Background In order to make reliable clinical decisions in relation to when injured or surgically operated athletes may return to daily functional and weight-bearing sporting activities, there is a need to establish referent average weight-bearing values in common sporting activities.

Objectives To evaluate average percentage body weight (APBW) values and weight-bearing distribution percentages (WBDP) between sports activities in a referent adult population, and to suggest clinical implications.

Design Original research study.

Setting Lerner Sports Center, Hebrew University, Mount Scopus, Jerusalem, Israel.

Participants 75 asymptomatic volunteers, mean age=33.5(19–72) years SD=15.1, mean weight (kg)=70.7 (43–113) SD=14.1.

Interventions 4 tests were conducted: 1. Overground walking (OGW) over a 20m distance, 2. Overground jogging (OGJ) over a 20m distance, 3.Treadmill jogging (TJ) at a constant speed of 8.5 km/hr for a 15-second interval and 4. Elliptical exercise (EE) for a 20 second period at a resistance and incline level of 10, and a steady pace within the range of 70–95 steps/min.

Main outcome measure The Smartstep™ weight-bearing gait analysis system.

Results The APBW value on the entire foot in OGW was 112% (SD=15.57), in OGJ, 201% (SD=31.24, in TJ, 175% (SD=25.48) and in EE, 73% (SD=13.8).

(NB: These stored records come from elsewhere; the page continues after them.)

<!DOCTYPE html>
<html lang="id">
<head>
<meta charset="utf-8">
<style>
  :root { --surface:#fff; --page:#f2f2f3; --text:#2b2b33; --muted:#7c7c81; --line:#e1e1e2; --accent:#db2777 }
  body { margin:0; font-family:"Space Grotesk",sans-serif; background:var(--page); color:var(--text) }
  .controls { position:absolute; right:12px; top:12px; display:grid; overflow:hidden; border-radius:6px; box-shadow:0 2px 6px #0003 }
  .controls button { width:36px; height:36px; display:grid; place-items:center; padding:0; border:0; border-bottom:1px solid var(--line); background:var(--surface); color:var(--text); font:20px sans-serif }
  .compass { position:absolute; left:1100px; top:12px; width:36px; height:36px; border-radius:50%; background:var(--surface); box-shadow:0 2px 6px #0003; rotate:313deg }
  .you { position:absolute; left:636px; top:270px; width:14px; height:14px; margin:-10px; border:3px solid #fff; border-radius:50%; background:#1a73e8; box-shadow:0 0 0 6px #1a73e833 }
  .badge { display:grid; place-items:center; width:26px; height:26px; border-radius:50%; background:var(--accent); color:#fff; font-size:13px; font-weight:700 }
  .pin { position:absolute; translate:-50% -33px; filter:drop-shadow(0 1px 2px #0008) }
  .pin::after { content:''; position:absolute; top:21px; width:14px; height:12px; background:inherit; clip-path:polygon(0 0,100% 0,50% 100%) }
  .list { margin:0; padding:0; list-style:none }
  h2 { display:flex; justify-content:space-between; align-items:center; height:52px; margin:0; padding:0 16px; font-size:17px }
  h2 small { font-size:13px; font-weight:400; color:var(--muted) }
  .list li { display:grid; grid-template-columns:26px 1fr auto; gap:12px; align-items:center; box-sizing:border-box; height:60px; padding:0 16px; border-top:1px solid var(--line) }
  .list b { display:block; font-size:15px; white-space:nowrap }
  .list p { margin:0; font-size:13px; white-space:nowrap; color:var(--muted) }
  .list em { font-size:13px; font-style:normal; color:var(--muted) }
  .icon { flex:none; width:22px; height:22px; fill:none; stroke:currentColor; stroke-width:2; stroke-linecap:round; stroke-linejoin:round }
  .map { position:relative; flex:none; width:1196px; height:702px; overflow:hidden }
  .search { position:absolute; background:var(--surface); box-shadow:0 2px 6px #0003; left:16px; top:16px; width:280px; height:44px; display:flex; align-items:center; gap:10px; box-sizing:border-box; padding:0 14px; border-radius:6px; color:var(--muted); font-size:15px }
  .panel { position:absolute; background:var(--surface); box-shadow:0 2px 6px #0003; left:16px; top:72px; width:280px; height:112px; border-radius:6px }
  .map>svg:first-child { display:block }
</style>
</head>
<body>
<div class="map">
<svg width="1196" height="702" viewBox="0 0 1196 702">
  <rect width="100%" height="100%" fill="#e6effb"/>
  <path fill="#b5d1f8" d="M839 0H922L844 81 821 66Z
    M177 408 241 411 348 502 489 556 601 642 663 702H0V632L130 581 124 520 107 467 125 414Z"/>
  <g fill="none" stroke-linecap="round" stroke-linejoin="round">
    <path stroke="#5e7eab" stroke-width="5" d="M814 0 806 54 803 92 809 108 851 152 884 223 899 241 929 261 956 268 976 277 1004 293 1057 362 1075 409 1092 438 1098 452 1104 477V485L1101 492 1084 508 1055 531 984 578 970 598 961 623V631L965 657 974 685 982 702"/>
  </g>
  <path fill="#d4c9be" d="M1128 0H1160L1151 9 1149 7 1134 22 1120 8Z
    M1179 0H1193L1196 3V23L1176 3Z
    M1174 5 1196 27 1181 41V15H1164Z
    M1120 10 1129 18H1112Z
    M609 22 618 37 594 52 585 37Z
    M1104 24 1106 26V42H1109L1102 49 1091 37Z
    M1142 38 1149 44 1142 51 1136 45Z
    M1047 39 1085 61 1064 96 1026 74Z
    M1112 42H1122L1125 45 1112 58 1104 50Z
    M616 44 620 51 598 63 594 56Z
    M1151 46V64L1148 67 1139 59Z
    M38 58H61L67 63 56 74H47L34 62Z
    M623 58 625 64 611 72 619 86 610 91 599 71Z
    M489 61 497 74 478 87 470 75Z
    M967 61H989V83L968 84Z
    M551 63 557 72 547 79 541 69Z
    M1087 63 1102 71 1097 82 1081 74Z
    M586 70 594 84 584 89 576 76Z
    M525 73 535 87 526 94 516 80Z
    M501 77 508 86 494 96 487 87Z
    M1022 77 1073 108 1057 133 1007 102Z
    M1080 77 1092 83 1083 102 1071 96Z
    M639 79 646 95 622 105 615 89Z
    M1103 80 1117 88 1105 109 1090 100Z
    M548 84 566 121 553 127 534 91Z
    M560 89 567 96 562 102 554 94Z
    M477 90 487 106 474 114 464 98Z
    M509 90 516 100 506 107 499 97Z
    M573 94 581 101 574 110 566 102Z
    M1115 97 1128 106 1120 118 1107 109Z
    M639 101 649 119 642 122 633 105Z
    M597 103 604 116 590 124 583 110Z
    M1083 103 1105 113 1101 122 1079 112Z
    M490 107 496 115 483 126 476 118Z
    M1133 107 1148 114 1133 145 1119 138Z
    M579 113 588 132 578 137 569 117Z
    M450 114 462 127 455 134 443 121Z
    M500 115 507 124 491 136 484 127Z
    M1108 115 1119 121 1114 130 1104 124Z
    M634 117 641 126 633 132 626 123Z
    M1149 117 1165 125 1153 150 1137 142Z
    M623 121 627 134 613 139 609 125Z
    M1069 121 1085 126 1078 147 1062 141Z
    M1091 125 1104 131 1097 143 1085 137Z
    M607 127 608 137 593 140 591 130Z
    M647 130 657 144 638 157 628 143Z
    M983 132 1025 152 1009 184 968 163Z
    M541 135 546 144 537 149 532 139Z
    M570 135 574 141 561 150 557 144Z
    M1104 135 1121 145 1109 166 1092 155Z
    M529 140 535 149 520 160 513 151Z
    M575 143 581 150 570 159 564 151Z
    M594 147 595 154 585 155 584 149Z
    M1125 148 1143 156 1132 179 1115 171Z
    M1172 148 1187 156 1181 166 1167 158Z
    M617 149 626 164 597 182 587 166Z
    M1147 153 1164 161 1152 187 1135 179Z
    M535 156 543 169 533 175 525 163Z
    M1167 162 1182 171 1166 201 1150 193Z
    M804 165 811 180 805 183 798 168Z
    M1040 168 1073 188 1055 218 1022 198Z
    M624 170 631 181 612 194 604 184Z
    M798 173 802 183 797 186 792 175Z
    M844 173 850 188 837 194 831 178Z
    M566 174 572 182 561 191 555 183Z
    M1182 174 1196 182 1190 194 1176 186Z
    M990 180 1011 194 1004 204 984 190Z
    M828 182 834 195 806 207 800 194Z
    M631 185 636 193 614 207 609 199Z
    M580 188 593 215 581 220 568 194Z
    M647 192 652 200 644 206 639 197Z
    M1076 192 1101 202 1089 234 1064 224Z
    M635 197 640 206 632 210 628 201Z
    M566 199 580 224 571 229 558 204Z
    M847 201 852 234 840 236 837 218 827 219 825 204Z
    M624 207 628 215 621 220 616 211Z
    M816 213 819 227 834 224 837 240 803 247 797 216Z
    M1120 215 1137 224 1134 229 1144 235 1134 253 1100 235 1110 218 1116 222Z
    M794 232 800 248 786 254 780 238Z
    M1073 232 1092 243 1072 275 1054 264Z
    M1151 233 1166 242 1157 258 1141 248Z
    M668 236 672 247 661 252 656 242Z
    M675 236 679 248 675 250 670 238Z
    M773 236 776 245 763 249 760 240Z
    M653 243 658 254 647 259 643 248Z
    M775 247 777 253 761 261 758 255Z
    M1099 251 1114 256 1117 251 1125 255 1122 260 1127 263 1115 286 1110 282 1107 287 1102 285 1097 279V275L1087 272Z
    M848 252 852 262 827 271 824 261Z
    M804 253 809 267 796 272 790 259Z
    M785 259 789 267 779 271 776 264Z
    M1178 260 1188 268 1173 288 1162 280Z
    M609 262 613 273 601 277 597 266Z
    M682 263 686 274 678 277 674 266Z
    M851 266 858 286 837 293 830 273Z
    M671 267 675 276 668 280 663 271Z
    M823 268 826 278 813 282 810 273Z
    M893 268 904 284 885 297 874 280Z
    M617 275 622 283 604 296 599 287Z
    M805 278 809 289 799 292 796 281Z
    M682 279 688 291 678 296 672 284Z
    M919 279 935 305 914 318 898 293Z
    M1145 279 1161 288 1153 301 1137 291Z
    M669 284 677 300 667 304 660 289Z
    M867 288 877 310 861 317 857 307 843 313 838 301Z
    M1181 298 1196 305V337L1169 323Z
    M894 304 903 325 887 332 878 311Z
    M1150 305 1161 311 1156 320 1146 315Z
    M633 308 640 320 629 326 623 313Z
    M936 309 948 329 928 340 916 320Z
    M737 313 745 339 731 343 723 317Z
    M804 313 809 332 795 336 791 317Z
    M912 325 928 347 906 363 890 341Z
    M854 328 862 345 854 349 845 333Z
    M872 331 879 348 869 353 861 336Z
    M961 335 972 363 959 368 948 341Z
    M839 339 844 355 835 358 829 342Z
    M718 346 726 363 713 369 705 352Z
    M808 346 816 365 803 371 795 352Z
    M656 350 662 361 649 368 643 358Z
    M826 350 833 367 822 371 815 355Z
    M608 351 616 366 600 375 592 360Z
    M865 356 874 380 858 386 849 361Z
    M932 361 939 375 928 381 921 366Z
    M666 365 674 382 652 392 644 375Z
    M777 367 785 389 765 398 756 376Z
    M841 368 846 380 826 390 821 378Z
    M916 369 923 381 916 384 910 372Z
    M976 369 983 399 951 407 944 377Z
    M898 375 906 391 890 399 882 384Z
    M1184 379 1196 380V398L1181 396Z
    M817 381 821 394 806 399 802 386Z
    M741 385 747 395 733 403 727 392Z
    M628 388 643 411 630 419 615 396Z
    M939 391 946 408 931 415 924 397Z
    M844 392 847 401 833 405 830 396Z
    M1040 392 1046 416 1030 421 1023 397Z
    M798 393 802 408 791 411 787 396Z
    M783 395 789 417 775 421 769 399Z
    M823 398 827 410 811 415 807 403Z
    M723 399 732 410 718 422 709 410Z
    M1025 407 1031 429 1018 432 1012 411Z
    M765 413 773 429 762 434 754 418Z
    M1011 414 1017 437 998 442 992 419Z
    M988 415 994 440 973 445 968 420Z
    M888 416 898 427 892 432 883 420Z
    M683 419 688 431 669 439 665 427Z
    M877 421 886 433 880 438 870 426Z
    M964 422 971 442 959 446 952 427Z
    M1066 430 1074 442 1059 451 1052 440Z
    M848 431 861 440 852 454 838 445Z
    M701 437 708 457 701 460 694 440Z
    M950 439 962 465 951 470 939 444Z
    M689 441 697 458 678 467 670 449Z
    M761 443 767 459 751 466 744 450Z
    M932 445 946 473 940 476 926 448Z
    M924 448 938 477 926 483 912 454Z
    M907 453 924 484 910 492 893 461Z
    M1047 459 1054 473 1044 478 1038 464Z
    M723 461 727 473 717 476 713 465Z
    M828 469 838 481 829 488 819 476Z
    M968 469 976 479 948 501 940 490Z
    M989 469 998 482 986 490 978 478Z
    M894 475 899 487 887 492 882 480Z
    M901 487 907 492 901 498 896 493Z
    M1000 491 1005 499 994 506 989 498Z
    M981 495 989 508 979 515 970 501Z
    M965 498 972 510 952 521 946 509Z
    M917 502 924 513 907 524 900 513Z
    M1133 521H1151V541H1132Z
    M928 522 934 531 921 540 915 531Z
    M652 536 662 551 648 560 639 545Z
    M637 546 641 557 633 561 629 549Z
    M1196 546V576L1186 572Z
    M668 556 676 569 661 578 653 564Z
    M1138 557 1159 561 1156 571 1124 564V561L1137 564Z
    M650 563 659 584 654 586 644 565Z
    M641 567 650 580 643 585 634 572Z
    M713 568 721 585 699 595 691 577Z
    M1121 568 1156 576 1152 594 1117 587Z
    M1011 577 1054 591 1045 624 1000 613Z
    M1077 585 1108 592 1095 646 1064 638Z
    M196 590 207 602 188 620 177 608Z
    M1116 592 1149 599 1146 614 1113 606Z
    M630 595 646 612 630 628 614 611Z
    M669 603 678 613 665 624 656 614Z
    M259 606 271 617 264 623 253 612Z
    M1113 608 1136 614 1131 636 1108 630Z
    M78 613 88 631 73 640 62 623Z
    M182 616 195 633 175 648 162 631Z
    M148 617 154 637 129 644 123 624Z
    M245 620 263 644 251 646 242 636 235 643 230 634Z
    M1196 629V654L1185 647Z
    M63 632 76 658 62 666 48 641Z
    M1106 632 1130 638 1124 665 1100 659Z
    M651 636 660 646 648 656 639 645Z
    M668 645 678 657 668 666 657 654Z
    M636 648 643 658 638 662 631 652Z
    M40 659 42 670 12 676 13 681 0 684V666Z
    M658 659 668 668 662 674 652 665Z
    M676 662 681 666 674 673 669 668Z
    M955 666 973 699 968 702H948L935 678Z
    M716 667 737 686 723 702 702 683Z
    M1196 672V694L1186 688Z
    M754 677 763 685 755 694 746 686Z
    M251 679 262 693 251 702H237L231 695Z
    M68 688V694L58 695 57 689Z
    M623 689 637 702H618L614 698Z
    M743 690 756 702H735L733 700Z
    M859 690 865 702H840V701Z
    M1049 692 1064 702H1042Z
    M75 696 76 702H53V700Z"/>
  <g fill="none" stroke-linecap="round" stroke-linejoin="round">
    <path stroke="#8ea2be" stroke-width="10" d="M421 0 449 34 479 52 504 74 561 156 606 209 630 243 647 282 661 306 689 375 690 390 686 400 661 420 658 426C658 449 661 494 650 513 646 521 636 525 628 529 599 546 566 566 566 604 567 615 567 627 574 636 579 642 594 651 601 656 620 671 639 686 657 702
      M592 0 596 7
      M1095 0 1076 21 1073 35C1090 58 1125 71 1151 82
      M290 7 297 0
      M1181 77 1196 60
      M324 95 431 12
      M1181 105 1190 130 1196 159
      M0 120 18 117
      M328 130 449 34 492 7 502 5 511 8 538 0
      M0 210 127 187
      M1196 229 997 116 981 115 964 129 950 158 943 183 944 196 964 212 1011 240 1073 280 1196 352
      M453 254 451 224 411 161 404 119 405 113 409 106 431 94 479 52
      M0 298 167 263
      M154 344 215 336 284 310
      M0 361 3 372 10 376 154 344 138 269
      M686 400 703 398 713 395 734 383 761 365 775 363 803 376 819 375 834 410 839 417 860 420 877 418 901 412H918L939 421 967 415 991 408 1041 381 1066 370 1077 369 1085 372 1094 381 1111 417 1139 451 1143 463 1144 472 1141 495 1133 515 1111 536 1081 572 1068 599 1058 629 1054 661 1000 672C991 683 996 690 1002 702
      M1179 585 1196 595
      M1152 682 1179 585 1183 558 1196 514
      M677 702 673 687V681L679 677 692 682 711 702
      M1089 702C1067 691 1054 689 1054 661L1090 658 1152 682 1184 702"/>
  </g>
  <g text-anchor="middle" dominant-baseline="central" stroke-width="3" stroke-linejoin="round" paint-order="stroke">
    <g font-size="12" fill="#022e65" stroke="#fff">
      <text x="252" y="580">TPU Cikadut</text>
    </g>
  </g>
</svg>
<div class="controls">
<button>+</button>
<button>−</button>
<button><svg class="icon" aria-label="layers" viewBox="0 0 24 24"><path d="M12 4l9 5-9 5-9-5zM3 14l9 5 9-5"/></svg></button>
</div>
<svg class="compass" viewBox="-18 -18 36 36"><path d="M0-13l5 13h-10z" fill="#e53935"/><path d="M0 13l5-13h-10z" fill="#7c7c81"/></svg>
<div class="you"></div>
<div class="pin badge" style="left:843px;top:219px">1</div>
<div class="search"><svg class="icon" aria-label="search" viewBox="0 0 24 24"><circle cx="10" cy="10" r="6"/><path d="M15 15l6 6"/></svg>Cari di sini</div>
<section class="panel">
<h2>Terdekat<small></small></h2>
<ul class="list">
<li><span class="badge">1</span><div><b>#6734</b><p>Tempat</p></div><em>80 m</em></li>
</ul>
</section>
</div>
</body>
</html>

Regarding WBDP, the swing phase in OGJ and TJ was significantly longer than the stance phase (P<.05).

Conclusions EE significantly reduces weight-bearing as compared to other common functional and sporting activities. This information is also useful from a repetitive loading standpoint (to prevent overuse injury) or for exercise recommendations for those at greater risk for exacerbating chronic joint pathology.